Extend identity into sessions, treat GenAI as unvetted, feed signals to the SOC. Session hijackers inherit valid credentials but not normal behavior patterns. Watch for impossible travel, permission escalation, and bulk access anomalies. Evans found that browser-layer blocking surfaced shadow AI tools employees actually wanted, which IT could then enable properly. And browser telemetry should flow into existing SOC workflows. “The AI does initial triage,” Evans said, “telling analysts where to look based on what we’ve seen before.”
Show the board a working demo. “I didn’t just come with concerns,” Evans said. “I came with a solution. When I explained how enterprise browsers work, the board said, ‘Can you really do it?’ At our July 2024 audit committee, they asked how it was going. I said, ‘Let me show you.’ Pulled up a screenshot — here I am on ChatGPT, tried to paste something, got: ‘Policy prevents this.’ They said, ‘Wow.’ That calmed their nerves.”

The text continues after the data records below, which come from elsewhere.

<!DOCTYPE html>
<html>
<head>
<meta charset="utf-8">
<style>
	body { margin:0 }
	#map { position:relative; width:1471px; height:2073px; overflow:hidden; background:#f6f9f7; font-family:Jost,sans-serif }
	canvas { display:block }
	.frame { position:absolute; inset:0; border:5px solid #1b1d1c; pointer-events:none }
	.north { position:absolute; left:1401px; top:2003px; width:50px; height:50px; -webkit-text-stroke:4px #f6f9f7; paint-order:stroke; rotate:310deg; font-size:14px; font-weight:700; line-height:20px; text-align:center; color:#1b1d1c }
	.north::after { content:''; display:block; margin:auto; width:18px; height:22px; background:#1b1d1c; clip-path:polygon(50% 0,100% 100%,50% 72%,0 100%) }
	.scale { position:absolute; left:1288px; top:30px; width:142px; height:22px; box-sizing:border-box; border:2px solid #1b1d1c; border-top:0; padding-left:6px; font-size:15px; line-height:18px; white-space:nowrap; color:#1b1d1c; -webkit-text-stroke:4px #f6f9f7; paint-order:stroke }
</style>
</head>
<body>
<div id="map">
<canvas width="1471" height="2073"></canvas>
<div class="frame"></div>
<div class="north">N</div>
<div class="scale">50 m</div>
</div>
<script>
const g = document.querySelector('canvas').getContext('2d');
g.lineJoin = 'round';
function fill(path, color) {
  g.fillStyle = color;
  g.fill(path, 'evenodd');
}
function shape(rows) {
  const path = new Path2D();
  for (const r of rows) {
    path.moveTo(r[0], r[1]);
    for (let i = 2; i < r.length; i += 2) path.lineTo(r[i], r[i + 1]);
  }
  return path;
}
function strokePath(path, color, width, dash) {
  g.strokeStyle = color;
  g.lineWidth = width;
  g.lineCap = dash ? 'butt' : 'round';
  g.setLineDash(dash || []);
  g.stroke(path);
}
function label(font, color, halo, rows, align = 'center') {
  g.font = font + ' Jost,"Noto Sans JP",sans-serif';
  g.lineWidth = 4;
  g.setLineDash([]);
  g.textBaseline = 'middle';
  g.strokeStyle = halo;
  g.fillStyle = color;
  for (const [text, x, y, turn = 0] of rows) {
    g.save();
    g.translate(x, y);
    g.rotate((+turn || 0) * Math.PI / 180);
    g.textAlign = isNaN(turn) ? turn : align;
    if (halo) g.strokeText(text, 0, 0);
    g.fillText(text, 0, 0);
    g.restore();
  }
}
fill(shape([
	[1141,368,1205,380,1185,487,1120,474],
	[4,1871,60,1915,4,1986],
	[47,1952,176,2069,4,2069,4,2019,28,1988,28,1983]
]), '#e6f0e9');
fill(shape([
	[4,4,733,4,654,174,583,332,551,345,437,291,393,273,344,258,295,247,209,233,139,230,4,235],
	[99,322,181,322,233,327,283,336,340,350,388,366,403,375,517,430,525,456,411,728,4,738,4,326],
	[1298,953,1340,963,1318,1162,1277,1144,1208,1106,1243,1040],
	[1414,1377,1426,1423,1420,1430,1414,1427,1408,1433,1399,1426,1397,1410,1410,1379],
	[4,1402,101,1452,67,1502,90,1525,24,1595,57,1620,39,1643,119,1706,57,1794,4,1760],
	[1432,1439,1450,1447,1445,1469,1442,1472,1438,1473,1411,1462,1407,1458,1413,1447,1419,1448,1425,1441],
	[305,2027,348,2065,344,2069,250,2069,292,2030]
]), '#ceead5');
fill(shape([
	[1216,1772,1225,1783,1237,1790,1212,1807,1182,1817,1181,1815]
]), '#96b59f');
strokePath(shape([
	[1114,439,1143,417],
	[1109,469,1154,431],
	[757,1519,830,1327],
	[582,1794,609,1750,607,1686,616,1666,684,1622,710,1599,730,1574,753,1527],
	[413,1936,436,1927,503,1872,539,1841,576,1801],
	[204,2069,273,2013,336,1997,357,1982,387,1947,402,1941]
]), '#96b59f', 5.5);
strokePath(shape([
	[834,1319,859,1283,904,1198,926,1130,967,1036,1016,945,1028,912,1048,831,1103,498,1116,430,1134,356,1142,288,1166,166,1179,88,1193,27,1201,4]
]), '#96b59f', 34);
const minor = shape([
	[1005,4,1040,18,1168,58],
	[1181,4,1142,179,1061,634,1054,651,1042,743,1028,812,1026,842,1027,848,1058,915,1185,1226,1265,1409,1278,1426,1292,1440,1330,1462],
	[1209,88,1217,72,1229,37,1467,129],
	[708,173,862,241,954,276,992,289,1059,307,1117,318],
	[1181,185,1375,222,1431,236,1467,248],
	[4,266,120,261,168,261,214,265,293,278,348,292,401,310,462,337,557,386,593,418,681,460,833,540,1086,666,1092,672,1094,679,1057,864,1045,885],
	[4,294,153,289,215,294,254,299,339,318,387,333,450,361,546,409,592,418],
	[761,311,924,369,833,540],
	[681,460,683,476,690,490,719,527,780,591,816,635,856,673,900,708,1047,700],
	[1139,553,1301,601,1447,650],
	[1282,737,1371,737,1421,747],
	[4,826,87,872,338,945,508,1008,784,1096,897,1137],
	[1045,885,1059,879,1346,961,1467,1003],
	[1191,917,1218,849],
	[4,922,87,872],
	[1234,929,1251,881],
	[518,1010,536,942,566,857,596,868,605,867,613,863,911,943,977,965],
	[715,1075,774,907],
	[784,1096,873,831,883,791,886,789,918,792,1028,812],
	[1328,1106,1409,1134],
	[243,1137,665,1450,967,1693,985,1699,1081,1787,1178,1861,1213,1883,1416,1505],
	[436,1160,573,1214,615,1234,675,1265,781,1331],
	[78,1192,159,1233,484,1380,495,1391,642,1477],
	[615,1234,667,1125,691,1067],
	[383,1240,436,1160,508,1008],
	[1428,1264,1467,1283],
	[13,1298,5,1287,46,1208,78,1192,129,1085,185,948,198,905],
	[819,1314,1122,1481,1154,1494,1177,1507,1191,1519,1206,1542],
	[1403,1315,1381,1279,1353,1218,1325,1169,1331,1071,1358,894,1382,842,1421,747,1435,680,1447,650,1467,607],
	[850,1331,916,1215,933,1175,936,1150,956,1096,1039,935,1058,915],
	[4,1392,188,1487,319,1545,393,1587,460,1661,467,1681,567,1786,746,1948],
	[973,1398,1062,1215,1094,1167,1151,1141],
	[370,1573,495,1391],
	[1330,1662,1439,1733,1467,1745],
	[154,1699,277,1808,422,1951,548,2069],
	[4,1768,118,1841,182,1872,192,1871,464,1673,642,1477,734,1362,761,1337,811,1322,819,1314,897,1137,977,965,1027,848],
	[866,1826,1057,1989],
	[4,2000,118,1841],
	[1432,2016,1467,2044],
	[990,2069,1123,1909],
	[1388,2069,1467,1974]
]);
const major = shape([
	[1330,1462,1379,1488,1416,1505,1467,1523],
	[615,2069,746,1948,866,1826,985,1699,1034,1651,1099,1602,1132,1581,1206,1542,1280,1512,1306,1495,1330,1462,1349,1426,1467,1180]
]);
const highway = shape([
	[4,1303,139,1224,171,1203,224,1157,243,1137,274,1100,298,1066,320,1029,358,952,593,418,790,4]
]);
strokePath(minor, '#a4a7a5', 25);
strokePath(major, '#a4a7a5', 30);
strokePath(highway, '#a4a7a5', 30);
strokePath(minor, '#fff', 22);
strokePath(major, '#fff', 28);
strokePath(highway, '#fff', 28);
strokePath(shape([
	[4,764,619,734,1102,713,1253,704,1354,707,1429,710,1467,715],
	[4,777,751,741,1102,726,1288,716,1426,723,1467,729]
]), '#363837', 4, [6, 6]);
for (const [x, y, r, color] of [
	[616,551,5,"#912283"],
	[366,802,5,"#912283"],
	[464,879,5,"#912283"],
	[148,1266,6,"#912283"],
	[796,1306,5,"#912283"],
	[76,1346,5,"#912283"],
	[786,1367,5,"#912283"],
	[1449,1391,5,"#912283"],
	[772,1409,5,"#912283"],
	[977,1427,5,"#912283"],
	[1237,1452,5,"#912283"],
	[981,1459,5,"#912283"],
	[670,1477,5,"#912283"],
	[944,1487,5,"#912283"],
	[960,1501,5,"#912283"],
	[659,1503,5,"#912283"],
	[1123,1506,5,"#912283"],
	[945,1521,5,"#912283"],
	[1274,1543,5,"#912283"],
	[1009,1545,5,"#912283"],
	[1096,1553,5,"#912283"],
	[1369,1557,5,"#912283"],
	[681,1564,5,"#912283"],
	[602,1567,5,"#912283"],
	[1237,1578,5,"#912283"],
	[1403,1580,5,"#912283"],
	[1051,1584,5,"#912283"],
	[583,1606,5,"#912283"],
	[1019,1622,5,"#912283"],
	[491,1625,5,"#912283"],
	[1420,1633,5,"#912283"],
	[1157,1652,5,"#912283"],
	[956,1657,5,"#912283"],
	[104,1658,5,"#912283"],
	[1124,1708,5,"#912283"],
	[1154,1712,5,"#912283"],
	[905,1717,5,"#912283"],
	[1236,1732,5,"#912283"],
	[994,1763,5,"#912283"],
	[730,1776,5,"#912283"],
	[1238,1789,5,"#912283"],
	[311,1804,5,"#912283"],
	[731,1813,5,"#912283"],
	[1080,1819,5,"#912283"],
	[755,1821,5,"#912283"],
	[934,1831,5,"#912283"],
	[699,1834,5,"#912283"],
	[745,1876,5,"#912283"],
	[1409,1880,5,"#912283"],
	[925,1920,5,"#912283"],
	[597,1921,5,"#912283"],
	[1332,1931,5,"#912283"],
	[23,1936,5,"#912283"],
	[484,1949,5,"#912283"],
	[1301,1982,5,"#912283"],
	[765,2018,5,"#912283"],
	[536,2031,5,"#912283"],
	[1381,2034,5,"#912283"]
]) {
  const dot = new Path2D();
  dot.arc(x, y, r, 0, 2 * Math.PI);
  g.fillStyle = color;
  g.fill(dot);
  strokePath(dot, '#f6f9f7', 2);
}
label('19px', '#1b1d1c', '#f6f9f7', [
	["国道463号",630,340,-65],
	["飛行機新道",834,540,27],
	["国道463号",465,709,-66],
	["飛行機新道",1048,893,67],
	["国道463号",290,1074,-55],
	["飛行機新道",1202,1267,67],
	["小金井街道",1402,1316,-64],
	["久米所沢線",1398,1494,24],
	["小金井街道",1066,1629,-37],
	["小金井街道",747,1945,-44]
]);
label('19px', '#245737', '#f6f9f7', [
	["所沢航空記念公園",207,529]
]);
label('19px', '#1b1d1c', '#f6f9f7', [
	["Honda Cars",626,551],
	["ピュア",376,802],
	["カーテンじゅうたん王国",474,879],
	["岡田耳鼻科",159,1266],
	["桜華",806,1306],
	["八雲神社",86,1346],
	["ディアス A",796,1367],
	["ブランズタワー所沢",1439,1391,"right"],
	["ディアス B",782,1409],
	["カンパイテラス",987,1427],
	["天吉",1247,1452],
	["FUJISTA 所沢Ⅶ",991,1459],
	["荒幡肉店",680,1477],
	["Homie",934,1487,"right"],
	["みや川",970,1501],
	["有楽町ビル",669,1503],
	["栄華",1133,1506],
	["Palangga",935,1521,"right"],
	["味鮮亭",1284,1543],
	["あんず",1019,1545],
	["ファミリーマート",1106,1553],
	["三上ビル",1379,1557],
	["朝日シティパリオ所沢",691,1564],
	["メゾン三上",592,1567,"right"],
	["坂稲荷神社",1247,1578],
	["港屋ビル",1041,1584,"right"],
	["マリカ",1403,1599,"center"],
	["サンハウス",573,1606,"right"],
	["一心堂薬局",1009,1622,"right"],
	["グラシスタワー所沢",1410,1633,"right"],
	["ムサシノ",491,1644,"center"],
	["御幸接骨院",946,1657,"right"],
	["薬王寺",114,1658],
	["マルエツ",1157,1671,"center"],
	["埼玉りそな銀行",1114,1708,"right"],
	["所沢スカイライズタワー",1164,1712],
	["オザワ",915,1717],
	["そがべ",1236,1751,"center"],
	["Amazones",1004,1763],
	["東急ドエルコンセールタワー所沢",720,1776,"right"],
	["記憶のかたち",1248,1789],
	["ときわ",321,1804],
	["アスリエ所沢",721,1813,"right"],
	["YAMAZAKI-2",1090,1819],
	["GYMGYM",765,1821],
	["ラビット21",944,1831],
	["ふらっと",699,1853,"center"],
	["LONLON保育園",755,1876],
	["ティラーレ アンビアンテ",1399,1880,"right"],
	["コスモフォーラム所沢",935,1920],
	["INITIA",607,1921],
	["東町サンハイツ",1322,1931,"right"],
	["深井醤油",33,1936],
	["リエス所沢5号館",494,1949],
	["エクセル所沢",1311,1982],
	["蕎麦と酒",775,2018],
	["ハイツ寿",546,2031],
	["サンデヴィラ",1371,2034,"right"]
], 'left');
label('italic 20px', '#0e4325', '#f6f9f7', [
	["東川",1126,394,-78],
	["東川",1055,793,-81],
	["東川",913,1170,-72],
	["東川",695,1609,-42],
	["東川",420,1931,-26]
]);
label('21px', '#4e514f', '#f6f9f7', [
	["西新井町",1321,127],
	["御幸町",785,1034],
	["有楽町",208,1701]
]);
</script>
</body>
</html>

The browser security gap is real. The fix isn’t necessarily a new platform purchase. Start by assessing what you have: inventory extensions, delay auto-updates, and enforce data policies at the browser layer with existing tools.
“No security tool is 100% perfect,” Evans said. “But with browser-layer controls deployed, we sleep a lot easier.”
Breach rates won’t improve by stacking more perimeter tools onto architectures that assume trust ends at login. Outcomes improve when you treat the browser as what it’s become: the primary execution environment for enterprise work.